Exercise instructions: Every line of the data below should be printed exactly. Nothing may be dropped.

Data to process:
□ □ □
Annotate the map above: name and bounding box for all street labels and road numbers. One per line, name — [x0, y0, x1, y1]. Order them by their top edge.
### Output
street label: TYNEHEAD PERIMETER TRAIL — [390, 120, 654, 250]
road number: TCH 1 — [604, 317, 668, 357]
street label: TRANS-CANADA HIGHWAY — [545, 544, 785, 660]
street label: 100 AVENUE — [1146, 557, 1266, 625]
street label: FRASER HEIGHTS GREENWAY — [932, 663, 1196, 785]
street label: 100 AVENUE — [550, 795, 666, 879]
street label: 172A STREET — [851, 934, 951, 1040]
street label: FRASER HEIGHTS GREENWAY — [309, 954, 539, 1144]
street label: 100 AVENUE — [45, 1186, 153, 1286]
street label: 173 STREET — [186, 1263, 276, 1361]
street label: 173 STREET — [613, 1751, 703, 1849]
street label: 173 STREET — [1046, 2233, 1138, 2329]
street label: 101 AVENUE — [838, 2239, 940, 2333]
□ □ □
Reply to the exercise:
Annotate the map above: name and bounding box for all street labels and road numbers. One per line, name — [x0, y0, x1, y1]. Order them by their top edge.
### Output
street label: TYNEHEAD PERIMETER TRAIL — [390, 120, 654, 250]
road number: TCH 1 — [604, 317, 668, 357]
street label: TRANS-CANADA HIGHWAY — [545, 544, 785, 660]
street label: 100 AVENUE — [1146, 557, 1266, 625]
street label: FRASER HEIGHTS GREENWAY — [932, 663, 1196, 785]
street label: 100 AVENUE — [550, 795, 666, 879]
street label: 172A STREET — [851, 934, 951, 1040]
street label: FRASER HEIGHTS GREENWAY — [309, 954, 539, 1144]
street label: 100 AVENUE — [45, 1186, 153, 1286]
street label: 173 STREET — [186, 1263, 276, 1361]
street label: 173 STREET — [613, 1751, 703, 1849]
street label: 173 STREET — [1046, 2233, 1138, 2329]
street label: 101 AVENUE — [838, 2239, 940, 2333]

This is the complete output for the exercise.